▸ PROVIDED MATERIAL
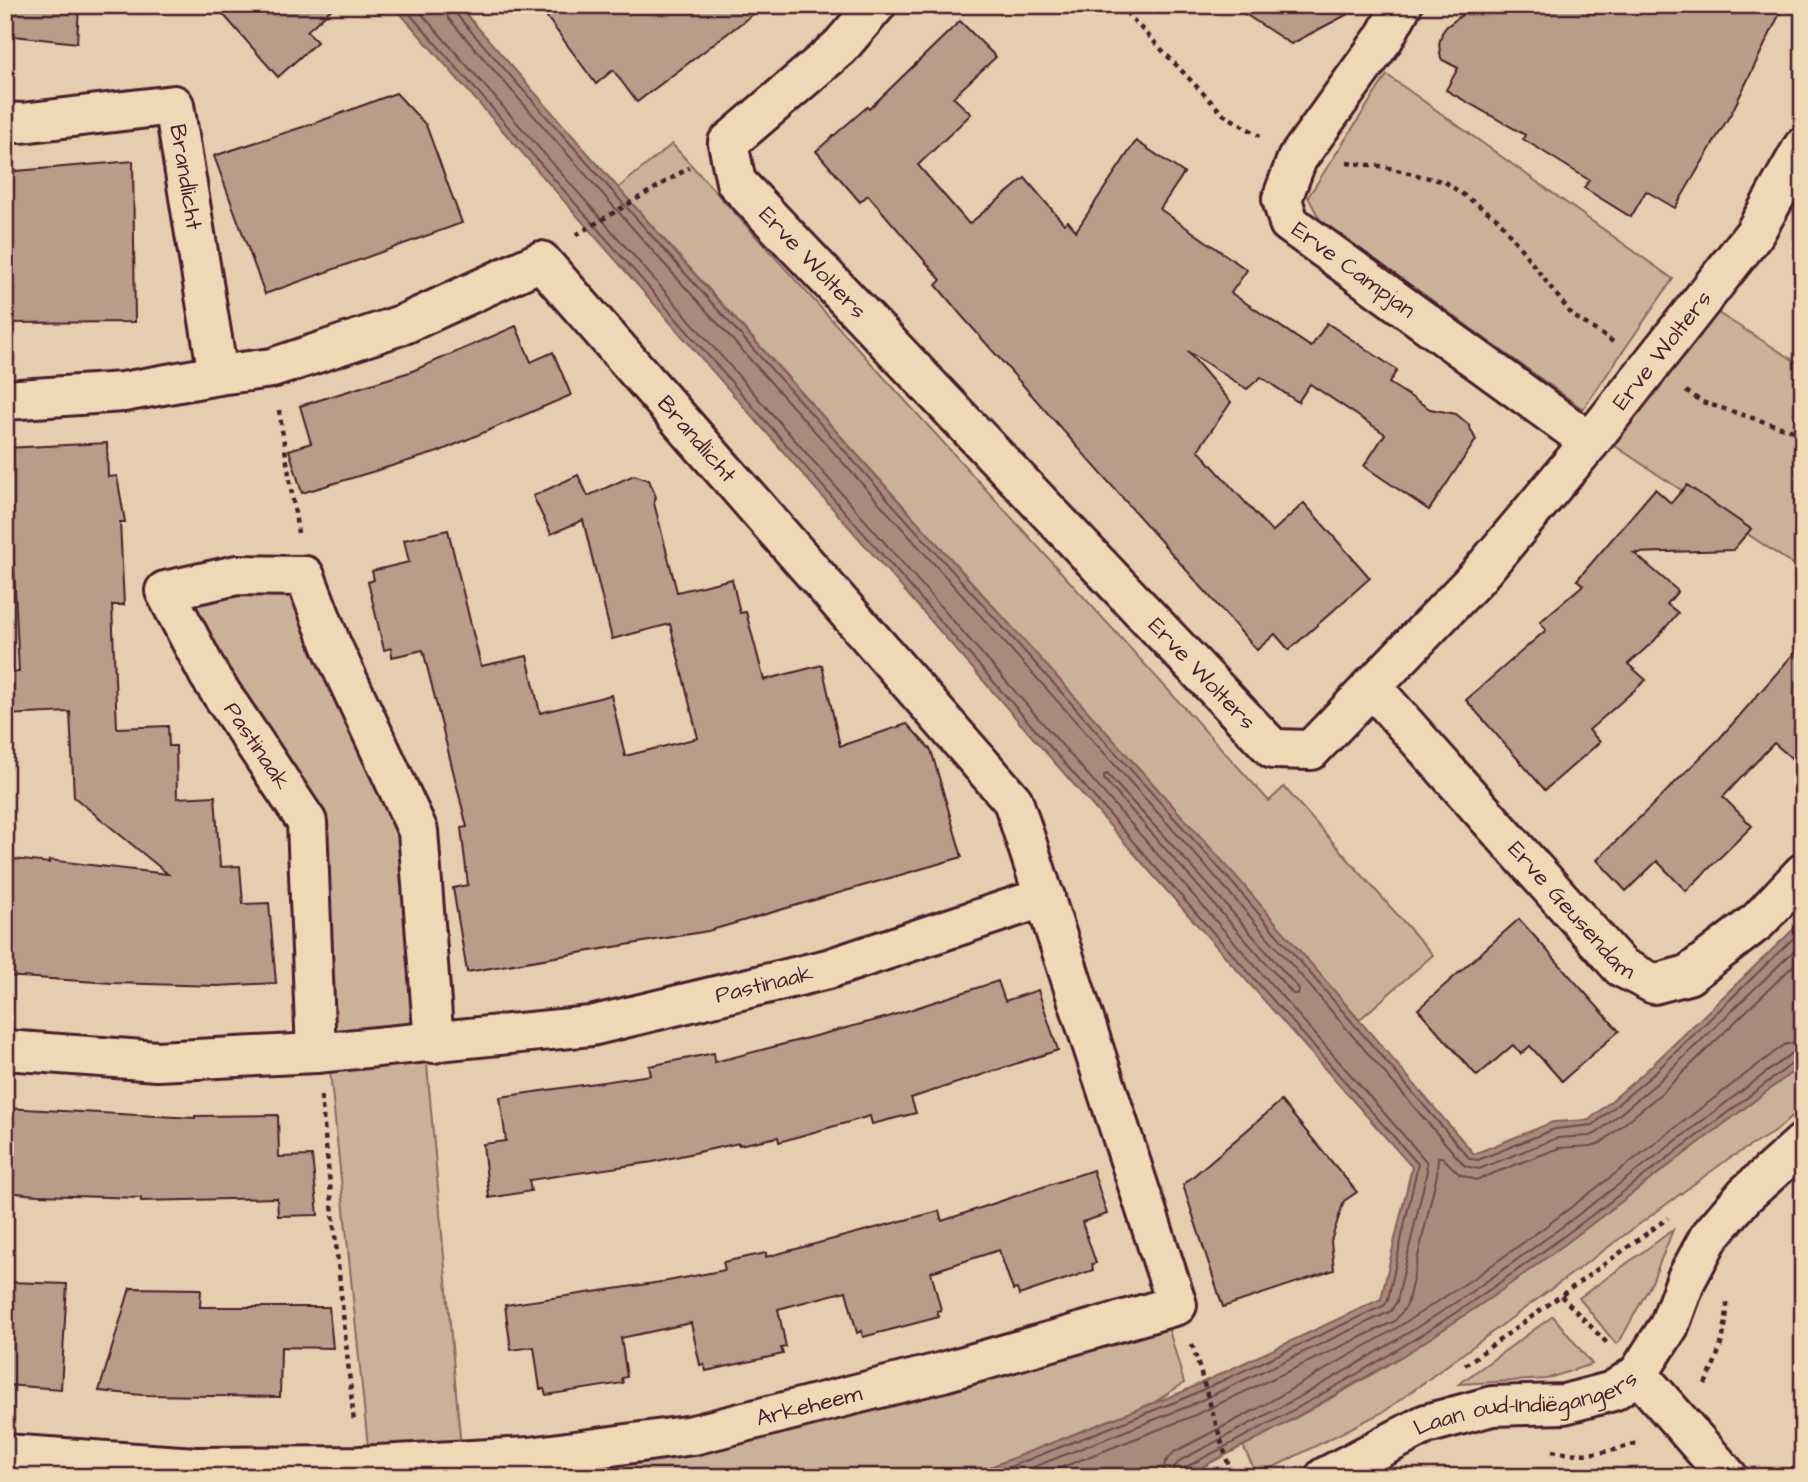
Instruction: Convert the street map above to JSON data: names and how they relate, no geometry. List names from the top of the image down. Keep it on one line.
{"streets":{"street":["Brandlicht","Erve Wolters","Erve Campjan","Pastinaak","Erve Geusendam","Laan oud-Indiëgangers","Arkeheem"]},"crossings":[["Brandlicht","Pastinaak"],["Brandlicht","Arkeheem"],["Erve Wolters","Erve Campjan"],["Erve Wolters","Erve Geusendam"],["Pastinaak","Arkeheem"]]}
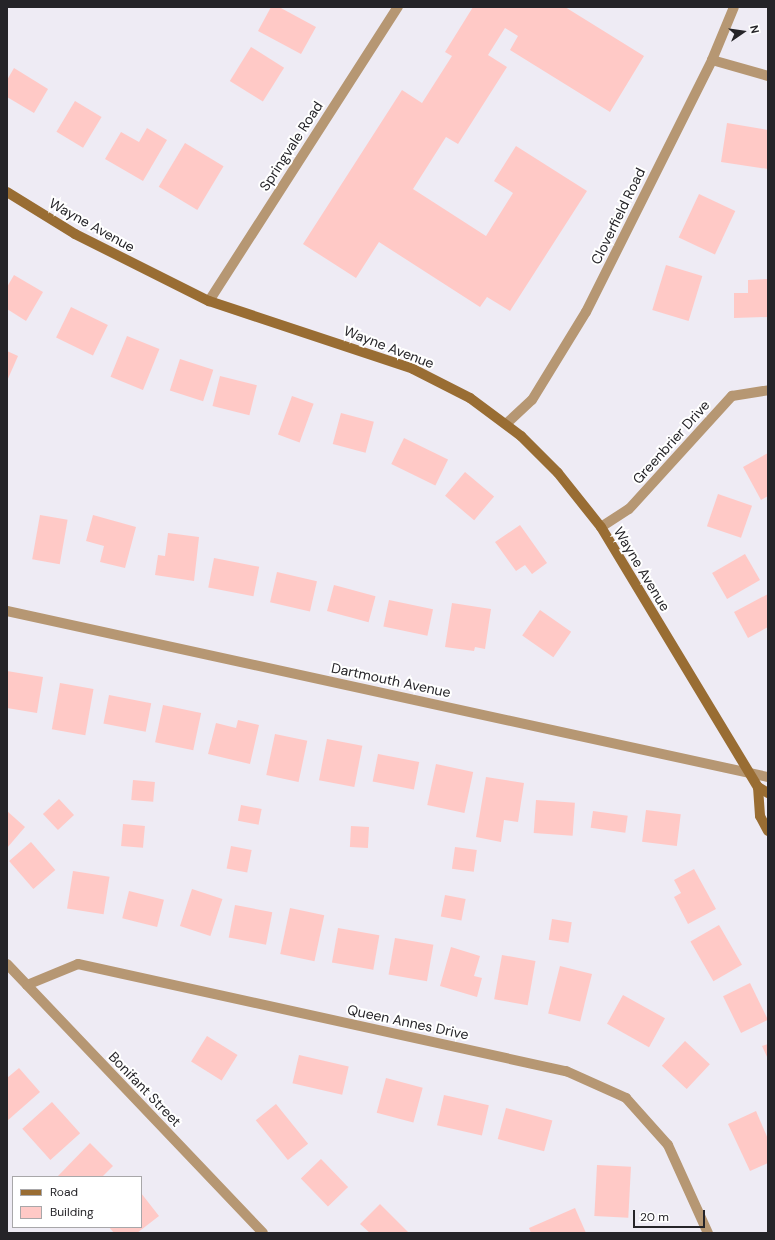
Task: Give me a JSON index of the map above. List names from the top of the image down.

▸ TASK GOAL
Leaving the pictures aside, repeat the data above exactly.

▸ SOLUTION TO THIS TASK
Instruction: Convert the street map above to JSON data: names and how they relate, no geometry. List names from the top of the image down. Keep it on one line.
{"streets":{"street":["Brandlicht","Erve Wolters","Erve Campjan","Pastinaak","Erve Geusendam","Laan oud-Indiëgangers","Arkeheem"]},"crossings":[["Brandlicht","Pastinaak"],["Brandlicht","Arkeheem"],["Erve Wolters","Erve Campjan"],["Erve Wolters","Erve Geusendam"],["Pastinaak","Arkeheem"]]}
Task: Give me a JSON index of the map above. List names from the top of the image down.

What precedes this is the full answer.